PySpark Regressions using pyspark.ml Library

mkrieger · ‎01-28-2024

I am developing a pipeline for some regression modeling I am experimenting with and I've got a working script and output that I am reasonably happy with. However I am unable to write new scripts using the ml library. I'm not even able to copy and paste my working code into a new materialized view and run it.

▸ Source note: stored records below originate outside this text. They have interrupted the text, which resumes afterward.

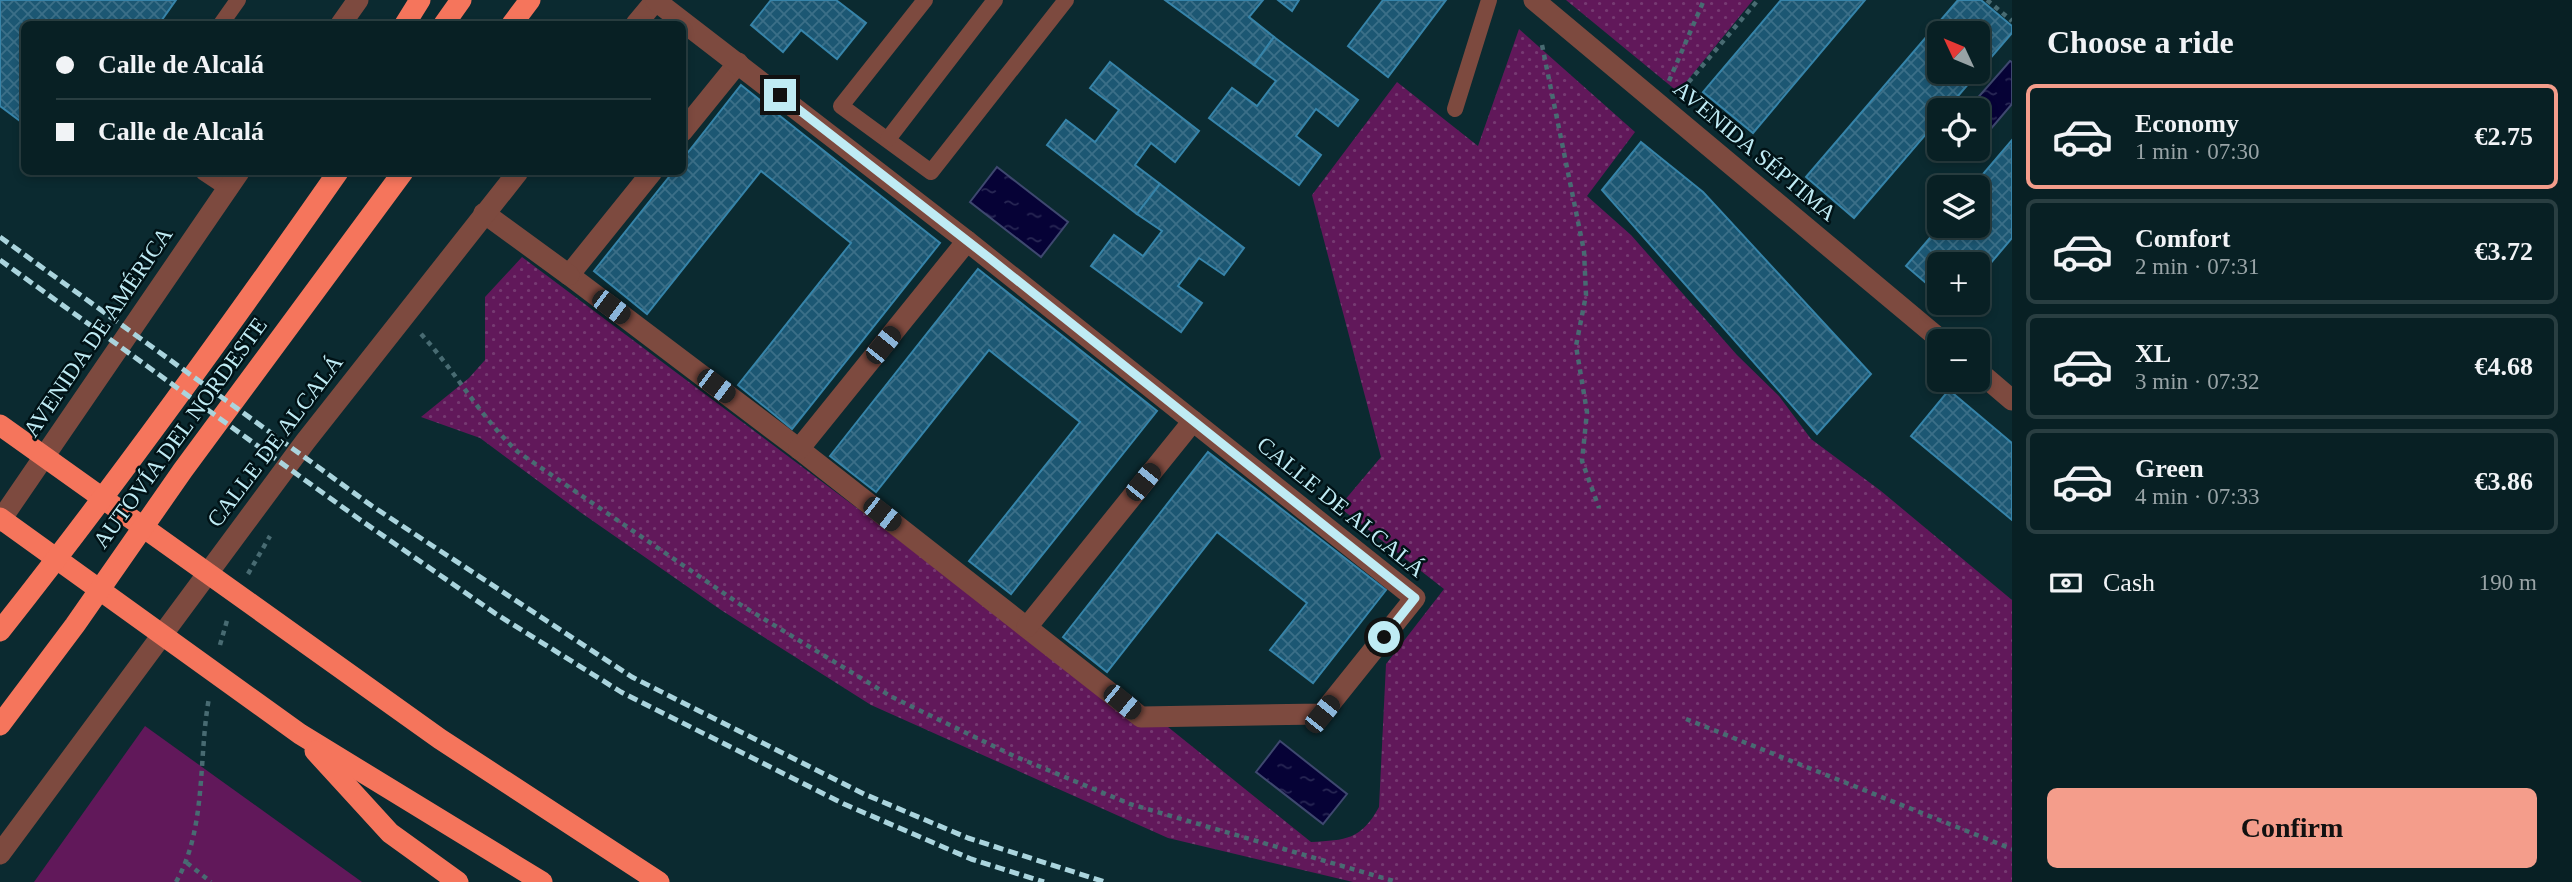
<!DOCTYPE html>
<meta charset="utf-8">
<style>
body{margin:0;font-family:Georgia,serif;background:#11282c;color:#f1f3f6;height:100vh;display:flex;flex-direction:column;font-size:26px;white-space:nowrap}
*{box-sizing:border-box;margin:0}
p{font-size:23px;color:#98a3a6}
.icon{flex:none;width:38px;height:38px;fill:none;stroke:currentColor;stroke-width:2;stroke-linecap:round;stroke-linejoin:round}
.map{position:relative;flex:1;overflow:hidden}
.details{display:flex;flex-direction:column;background:#082024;width:560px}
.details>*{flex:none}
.top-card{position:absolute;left:21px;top:21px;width:665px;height:154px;border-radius:10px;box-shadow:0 4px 10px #0003,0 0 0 2px #293e41;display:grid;align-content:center;height:154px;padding:0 35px;background:#082024}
.needle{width:46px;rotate:314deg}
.controls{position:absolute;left:1927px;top:21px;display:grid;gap:14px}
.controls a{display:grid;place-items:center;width:63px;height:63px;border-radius:10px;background:#082024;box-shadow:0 4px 10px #0003,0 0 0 2px #293e41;font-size:35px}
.end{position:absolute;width:32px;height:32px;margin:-16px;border:9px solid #bfebf4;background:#111;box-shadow:0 0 0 4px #111}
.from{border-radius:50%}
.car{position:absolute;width:21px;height:42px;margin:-21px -10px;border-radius:9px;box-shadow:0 0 5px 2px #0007;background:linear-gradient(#222 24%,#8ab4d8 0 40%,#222 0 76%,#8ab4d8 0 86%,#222 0)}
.top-card b{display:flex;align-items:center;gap:24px;height:66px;font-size:26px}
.top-card b+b{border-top:2px solid #293e41}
.top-card i{width:18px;height:18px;background:#f1f3f6}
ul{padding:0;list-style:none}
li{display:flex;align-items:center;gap:21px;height:105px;margin:0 14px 10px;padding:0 21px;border:4px solid #293e41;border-radius:10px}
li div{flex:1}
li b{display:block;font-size:26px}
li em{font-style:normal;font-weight:800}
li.current{border-color:#f49d8b}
li>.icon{width:63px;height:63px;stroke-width:1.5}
h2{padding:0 35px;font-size:32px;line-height:84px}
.pay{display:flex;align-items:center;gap:18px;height:77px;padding:0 35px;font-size:26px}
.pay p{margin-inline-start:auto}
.primary-button{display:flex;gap:14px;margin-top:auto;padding:14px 35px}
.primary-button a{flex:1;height:80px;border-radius:10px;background:#f49d8b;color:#111;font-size:28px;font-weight:800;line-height:80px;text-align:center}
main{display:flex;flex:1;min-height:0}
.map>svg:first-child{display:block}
.green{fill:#61185a}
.park{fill:url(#park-dots)}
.water{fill:url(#water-ripples);stroke:#3e486f;stroke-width:2}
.building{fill:url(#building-cross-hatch);stroke:#3784a9;stroke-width:2;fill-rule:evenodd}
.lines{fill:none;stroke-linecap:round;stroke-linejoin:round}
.path{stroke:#486b72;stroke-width:4.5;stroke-dasharray:5 5;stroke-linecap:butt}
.lane{stroke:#7d4a3f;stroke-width:16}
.street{stroke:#7d4a3f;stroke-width:21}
.highway{stroke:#f5755c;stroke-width:21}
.rail{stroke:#aad4dd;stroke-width:5;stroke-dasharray:10 5;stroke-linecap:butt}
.route{stroke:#bfebf4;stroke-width:9}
.labels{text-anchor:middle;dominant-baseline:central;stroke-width:5;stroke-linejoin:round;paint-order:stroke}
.street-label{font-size:23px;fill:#bfebf4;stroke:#001216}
</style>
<main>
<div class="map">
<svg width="2012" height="882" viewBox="0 0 2012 882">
<defs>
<pattern id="park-dots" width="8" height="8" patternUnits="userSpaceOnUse" patternTransform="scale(1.75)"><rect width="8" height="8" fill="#61185a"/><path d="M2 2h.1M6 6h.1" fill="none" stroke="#763a72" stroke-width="1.8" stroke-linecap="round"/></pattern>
<pattern id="water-ripples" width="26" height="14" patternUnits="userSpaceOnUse" patternTransform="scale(1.75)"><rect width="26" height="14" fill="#060236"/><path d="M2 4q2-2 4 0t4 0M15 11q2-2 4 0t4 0" fill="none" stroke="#282754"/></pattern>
<pattern id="building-cross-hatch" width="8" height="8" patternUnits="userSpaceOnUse" patternTransform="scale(1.75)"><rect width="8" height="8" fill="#1c5773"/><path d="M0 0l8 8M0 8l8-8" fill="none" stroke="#3b6f88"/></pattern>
</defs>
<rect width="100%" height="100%" fill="#0b2a30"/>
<polygon class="green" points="145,726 362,882 34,882"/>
<g class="park">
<polygon points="1566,0 1753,0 1678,92"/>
<path d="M1519 29 1635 132 1587 196 1631 235 1737 355 1779 396 1811 439 1881 491 2012 600V882H1353L1168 838 871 705 721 610 580 512 480 438 421 417 469 378 485 360V297L522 257 873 520 1085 684 1168 727 1311 842C1346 840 1361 840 1379 807L1386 664 1444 589 1339 507 1381 457 1312 195 1397 82 1478 146Z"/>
</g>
<g class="water">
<polygon points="2010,61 2012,62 2012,104 1989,131 1978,121 1978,110 1967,110"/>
<polygon points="997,167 1068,222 1041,257 970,202"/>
<polygon points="1280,741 1347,794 1323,824 1256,772"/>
</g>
<g class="building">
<polygon points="0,0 176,0 159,24 24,24 24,124 0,106"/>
<polygon points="771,0 836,0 866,23 837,59 801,30 783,52 751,25"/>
<polygon points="1165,0 1263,0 1249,17 1274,37 1254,65"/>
<polygon points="1278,0 1299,0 1292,11"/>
<polygon points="1383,0 1446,0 1388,77 1348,46"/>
<polygon points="1781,0 1865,0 1753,133 1703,92"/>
<path d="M1958 0H1981L2012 26V33L1946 110H1939V119L1854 218 1806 177ZM1939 33H1978V72H1939Z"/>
<polygon points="1274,37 1358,100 1338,126 1316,109 1296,136 1321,155 1299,185 1209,118 1232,88 1257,106 1276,81 1254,65"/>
<polygon points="1110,62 1199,131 1175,162 1151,143 1135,165 1160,184 1137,214 1047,145 1066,120 1095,142 1119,110 1090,88"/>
<polygon points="741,85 940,243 792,429 738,385 851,243 761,171 647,314 594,271 673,172 682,172 682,160"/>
<polygon points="2012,140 2012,238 1978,278 1978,264 1939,264 1939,294 1906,266 1940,226 1978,226 1978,187 1972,187"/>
<polygon points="1641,142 1703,192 1871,374 1817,434 1602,190"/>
<polygon points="1160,184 1244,248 1224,275 1199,258 1178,286 1202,303 1181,332 1091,266 1114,235 1143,256 1162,231 1137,214"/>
<polygon points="978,269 1157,411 1011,594 969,561 1080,422 989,350 876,492 830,456"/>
<polygon points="1949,390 2012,443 2012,520 1911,436"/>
<polygon points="1208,452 1386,590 1313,683 1270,650 1307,603 1217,532 1107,672 1063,637"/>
</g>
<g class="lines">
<g class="path">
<polyline points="1987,0 2012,21"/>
<polyline points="1542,45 1584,251 1586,295 1576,346 1587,412 1582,461 1599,508"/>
<polyline points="1669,81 1704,0"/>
<polyline points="1682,90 1758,0"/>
<path d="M421 334C456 372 481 418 518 452L741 605 892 697 1014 756 1130 804 1397 882"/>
<polyline points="248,574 270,536"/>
<polyline points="220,645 228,617"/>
<polyline points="1686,719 2012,849"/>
<polyline points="187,863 211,882"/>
<path d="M176 882C207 828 198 758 209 698"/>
</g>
<g class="lane">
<polyline points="925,0 841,106 931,172 1066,0"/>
<polyline points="221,24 238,0"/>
<polyline points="1455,109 1489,0"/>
<polyline points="888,139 995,0"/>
<polyline points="203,172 227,188"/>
</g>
<g class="street">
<polyline points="1534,0 1942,341"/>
<polyline points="341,24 358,0"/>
<polyline points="636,24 656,0"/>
<polyline points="682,132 738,63"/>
<polyline points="652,172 569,275 799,449 1141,717 1322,714 1415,598 967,241 656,1"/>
<polyline points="484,213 569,275"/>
<polyline points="1978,371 2012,400"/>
<polyline points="799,449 967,241"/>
<polyline points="0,521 239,172"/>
<polyline points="1027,627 1193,421"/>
<polyline points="0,854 305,442 518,172"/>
</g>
<g class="highway">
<polyline points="405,24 420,0"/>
<polyline points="444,24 461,0"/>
<polyline points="512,24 530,0"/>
<polyline points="0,425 440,739 659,882"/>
<polyline points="0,518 300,734 542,882"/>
<path d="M0 631C118 482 229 328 338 172"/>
<polyline points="0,725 75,625 183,470 403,172"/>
<polyline points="315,751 390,833 458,882"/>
</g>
<g class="rail">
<polyline points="0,237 372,506 632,677 864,794 968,838 1105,882"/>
<polyline points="0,260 359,519 496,614 621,692 844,804 971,859 1044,882"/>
</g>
</g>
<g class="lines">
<polyline class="route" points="780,95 988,257 1415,598 1384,637"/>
</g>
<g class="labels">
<g class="street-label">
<text transform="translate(1755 151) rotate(40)">AVENIDA SÉPTIMA</text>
<text transform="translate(98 332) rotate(-56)">AVENIDA DE AMÉRICA</text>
<text transform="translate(180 433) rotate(-54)">AUTOVÍA DEL NORDESTE</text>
<text transform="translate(275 441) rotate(-53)">CALLE DE ALCALÁ</text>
<text transform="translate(1341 507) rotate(39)">CALLE DE ALCALÁ</text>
</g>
</g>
</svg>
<div class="controls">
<a><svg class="needle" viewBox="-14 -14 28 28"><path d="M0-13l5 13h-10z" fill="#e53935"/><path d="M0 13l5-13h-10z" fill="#98a3a6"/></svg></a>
<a><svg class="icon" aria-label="locate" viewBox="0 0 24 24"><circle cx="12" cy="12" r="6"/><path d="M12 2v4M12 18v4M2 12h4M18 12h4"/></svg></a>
<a><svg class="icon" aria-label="layers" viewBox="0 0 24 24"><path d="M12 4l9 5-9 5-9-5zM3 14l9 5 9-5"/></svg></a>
<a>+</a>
<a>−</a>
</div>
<i class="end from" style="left:1384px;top:637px"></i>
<i class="end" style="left:780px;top:95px"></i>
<i class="car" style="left:611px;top:307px;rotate:127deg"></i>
<i class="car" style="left:883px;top:345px;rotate:39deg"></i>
<i class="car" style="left:716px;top:386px;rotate:127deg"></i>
<i class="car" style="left:1143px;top:482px;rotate:39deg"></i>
<i class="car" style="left:882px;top:514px;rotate:128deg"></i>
<i class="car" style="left:1122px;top:702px;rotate:129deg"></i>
<i class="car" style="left:1322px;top:714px;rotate:39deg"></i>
<div class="top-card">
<b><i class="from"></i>Calle de Alcalá</b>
<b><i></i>Calle de Alcalá</b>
</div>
</div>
<section class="details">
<h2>Choose a ride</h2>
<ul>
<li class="current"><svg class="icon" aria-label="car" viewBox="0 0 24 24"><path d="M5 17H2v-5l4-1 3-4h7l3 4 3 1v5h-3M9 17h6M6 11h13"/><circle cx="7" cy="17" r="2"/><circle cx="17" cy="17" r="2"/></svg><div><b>Economy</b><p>1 min · 07:30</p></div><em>€2.75</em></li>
<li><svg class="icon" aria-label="car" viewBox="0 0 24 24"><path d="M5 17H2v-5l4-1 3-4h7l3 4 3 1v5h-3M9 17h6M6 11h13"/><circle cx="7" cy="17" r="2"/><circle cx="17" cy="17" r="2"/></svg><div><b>Comfort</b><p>2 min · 07:31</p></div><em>€3.72</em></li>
<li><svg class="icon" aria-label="car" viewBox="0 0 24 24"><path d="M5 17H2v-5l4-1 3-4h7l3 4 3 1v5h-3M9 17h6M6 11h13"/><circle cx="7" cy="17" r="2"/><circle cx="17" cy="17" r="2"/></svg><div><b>XL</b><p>3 min · 07:32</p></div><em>€4.68</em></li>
<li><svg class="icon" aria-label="car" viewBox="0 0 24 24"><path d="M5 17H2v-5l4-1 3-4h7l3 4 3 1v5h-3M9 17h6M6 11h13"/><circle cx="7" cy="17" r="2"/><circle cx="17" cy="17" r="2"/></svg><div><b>Green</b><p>4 min · 07:33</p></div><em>€3.86</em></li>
</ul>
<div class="pay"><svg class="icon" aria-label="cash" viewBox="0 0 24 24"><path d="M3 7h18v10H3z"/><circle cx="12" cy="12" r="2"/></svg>Cash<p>190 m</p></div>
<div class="primary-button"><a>Confirm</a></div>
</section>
</main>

If I copy and paste into a new materialized view I start hitting errors after all my data cleaning when I try to fit my regression here

# Importing libraries
from pyspark.sql import SparkSession
from pyspark.sql.functions import *
import pyspark.sql.functions as F
from pyspark.sql import Row
from pyspark.sql.types import ArrayType, DoubleType
# ML library
# documentation: https://spark.apache.org/docs/2.3.0/api/python/pyspark.ml.html
from pyspark.ml.feature import VectorAssembler
from pyspark.ml.regression import LinearRegression
from pyspark.ml.evaluation import RegressionEvaluator
from pyspark.ml import Pipeline
from pyspark.ml.linalg import Vectors
# [...]
# Skipping my data cleaning process for sake of simplicity
# [...]

lr = LinearRegression(featuresCol='features', labelCol='target')
lr_model = lr.fit(training_data)

I return the following error message

Error An error occurred while calling o605.fit.
: java.util.NoSuchElementException: next on empty iterator
Py4JJavaError : An error occurred while calling o605.fit.
: java.util.NoSuchElementException: next on empty iterator

This exact script works fine in the materialized view I developed it in. However if I copy it to a new materialized view to alter (for example if I want to test out some different modeling methods like decision trees or time lag modeling) then I receive the above error.

How can I reliably use the ml library in Incorta?

dylanwan · ‎05-06-2025

Incorta MV execution succeeds in the Incorta Notebook but fails to save

The issue with "next on empty iteractor" is probably due to the lack of data.

We add sampling logic when a MV is saved first time for improving the performance.

It may become an issue if the logic assumes data exist.